**Task prompt:** Write out exactly the lines below that run from the one containing "display:flex; justify-content:space-around; direction:ltr" through the one containing "display:flex; justify-content:space-between; align-items:center;", both included, with no other lines.

Collected data:
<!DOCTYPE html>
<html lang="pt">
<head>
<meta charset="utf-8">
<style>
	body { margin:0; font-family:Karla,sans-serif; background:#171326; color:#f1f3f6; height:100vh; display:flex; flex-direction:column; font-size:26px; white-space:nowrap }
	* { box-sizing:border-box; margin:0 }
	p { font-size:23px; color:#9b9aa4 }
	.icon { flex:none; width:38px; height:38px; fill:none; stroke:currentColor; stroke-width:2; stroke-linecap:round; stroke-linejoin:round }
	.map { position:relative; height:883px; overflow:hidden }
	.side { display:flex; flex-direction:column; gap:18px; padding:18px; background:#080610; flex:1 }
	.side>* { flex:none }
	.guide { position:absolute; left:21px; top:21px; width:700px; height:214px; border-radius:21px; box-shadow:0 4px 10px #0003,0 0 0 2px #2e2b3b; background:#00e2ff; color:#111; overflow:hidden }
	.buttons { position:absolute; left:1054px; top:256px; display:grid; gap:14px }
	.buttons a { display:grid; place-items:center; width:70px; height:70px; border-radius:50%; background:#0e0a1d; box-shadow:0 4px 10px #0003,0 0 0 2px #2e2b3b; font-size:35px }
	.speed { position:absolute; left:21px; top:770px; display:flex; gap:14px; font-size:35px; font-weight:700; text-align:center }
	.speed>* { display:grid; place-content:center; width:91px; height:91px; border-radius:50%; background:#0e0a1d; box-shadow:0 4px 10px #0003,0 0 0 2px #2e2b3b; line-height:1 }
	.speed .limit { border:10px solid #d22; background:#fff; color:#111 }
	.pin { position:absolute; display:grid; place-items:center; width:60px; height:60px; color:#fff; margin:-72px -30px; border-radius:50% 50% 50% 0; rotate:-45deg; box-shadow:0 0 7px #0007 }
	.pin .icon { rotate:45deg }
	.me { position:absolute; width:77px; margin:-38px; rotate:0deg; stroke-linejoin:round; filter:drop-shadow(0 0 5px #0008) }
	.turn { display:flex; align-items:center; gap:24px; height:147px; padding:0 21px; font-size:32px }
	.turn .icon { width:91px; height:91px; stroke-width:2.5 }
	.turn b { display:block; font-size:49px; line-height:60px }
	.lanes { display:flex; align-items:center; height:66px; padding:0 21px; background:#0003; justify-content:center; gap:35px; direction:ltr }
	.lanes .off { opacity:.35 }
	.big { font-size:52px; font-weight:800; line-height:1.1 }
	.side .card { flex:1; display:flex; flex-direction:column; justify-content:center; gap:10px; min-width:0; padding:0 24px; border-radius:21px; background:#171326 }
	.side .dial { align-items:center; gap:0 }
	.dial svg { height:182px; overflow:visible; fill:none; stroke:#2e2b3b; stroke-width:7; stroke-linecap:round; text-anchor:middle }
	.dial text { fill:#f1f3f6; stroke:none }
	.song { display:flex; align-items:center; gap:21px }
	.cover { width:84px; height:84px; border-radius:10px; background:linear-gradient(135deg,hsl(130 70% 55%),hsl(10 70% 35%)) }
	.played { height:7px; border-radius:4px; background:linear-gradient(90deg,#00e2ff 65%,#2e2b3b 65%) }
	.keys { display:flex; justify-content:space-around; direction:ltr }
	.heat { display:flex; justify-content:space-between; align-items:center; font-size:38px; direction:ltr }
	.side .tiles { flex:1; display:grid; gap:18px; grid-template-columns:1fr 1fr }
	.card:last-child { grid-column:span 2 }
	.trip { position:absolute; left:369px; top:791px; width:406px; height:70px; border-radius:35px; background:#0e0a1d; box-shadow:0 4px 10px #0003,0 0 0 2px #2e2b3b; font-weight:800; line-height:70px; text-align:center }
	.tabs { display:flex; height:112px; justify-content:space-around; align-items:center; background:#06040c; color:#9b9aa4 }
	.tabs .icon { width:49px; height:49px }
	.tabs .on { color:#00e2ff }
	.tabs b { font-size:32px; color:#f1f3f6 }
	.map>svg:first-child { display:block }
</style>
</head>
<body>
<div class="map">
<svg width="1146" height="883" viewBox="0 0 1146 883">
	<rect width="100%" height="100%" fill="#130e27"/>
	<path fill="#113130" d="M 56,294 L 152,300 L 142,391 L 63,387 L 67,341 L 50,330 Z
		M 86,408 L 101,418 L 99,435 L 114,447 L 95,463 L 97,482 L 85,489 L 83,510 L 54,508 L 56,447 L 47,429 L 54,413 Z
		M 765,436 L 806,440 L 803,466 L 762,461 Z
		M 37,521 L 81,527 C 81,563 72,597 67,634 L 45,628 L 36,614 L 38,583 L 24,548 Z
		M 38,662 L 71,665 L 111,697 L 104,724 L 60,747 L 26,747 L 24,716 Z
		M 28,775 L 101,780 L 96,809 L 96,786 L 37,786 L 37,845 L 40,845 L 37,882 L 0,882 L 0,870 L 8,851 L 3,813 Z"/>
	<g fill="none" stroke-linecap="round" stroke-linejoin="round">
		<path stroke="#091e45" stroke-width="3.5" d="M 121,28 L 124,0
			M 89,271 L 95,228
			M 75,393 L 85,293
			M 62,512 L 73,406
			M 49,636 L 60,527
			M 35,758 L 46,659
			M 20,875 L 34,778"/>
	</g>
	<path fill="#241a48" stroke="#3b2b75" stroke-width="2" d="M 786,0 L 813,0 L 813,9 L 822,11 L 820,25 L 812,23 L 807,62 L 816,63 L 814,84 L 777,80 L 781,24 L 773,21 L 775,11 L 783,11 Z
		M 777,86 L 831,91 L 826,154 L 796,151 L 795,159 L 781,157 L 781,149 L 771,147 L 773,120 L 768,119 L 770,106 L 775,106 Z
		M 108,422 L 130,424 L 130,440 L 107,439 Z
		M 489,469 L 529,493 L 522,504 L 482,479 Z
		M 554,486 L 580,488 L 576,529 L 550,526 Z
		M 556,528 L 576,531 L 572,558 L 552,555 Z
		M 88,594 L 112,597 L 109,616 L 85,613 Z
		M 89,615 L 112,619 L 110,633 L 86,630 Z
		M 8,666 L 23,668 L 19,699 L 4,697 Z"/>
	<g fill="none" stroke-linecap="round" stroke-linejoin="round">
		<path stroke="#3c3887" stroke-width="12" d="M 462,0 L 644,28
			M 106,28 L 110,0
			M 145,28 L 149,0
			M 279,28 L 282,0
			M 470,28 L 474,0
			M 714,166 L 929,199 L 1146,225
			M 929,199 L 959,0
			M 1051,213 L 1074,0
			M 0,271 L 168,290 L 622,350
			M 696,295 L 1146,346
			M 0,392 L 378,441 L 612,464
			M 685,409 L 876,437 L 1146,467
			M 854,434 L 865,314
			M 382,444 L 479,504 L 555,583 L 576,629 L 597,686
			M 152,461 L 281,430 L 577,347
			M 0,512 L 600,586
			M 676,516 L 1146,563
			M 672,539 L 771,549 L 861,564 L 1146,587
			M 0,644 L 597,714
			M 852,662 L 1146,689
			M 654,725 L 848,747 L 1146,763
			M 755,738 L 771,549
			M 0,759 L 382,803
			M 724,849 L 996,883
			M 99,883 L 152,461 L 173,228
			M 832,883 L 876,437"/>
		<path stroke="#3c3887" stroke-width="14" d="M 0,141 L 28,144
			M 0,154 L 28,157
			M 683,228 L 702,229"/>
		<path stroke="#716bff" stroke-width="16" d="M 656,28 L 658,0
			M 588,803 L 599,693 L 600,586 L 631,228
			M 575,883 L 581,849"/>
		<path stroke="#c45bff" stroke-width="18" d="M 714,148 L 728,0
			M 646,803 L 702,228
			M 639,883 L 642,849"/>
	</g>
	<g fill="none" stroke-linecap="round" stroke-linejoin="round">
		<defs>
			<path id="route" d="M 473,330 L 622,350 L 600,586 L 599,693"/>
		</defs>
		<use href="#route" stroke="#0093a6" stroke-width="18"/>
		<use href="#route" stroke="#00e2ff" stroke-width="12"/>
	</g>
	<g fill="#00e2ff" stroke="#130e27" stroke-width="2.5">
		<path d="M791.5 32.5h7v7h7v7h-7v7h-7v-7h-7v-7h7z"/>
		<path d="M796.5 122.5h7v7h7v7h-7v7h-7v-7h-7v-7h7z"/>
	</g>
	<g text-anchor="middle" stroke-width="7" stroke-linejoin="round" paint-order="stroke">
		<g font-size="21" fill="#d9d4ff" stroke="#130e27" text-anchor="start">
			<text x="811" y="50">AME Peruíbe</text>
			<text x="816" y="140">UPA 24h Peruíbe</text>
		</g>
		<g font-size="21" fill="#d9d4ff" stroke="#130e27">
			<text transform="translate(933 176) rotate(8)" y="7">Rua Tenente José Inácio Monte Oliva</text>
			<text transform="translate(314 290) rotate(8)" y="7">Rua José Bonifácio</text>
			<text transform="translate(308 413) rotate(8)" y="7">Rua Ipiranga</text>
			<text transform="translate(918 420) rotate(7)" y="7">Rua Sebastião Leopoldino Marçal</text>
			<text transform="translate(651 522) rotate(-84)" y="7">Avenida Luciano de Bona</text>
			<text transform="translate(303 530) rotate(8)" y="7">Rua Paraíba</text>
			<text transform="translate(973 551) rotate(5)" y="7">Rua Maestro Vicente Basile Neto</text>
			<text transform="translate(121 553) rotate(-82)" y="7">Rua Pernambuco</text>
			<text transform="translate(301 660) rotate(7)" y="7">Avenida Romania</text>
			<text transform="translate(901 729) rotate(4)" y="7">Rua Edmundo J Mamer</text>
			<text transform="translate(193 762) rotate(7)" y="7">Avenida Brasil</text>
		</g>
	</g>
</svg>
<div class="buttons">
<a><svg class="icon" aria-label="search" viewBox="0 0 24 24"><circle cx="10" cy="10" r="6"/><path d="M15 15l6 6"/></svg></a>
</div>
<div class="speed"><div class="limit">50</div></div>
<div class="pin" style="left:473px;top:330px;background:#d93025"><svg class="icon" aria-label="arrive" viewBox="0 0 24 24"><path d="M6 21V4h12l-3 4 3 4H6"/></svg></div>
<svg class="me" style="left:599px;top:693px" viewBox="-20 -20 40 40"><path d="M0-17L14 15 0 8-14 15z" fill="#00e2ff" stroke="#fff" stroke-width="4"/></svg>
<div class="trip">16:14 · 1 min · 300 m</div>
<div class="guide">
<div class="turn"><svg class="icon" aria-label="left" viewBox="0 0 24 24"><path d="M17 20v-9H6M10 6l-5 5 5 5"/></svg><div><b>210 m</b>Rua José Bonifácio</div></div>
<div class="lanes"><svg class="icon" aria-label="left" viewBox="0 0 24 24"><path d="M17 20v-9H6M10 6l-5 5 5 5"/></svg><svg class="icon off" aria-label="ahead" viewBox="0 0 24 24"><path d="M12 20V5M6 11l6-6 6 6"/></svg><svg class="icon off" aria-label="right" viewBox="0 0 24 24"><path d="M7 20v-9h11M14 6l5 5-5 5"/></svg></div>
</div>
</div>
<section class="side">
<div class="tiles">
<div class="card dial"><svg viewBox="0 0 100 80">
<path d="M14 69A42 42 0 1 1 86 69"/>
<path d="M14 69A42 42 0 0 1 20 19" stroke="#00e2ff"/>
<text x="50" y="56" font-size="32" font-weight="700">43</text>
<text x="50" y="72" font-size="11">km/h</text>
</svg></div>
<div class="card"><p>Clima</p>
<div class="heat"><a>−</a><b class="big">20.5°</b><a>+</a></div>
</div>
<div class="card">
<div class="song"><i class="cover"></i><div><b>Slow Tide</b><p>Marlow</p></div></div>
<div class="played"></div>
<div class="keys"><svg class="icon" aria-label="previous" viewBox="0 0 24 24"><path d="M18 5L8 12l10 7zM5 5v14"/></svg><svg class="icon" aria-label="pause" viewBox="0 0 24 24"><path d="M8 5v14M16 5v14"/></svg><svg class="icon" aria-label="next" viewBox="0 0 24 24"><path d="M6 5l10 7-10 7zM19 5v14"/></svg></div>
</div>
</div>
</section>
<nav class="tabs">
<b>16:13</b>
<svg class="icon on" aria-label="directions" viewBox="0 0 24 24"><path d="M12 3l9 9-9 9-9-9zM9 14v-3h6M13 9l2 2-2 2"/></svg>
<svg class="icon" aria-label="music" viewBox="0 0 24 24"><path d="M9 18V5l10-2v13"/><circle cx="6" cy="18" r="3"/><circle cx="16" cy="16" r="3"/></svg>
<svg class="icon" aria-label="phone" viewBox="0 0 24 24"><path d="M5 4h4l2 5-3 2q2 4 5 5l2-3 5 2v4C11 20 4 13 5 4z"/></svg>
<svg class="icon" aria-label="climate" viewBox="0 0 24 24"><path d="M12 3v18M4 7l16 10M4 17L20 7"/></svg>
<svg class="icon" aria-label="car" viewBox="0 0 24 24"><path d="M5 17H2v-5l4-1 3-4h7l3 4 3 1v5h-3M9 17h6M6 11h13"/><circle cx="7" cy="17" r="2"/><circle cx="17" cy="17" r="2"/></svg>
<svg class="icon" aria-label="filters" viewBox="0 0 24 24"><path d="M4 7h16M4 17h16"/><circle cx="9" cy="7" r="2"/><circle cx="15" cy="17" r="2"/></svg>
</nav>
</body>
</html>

**Result below:**
	.keys { display:flex; justify-content:space-around; direction:ltr }
	.heat { display:flex; justify-content:space-between; align-items:center; font-size:38px; direction:ltr }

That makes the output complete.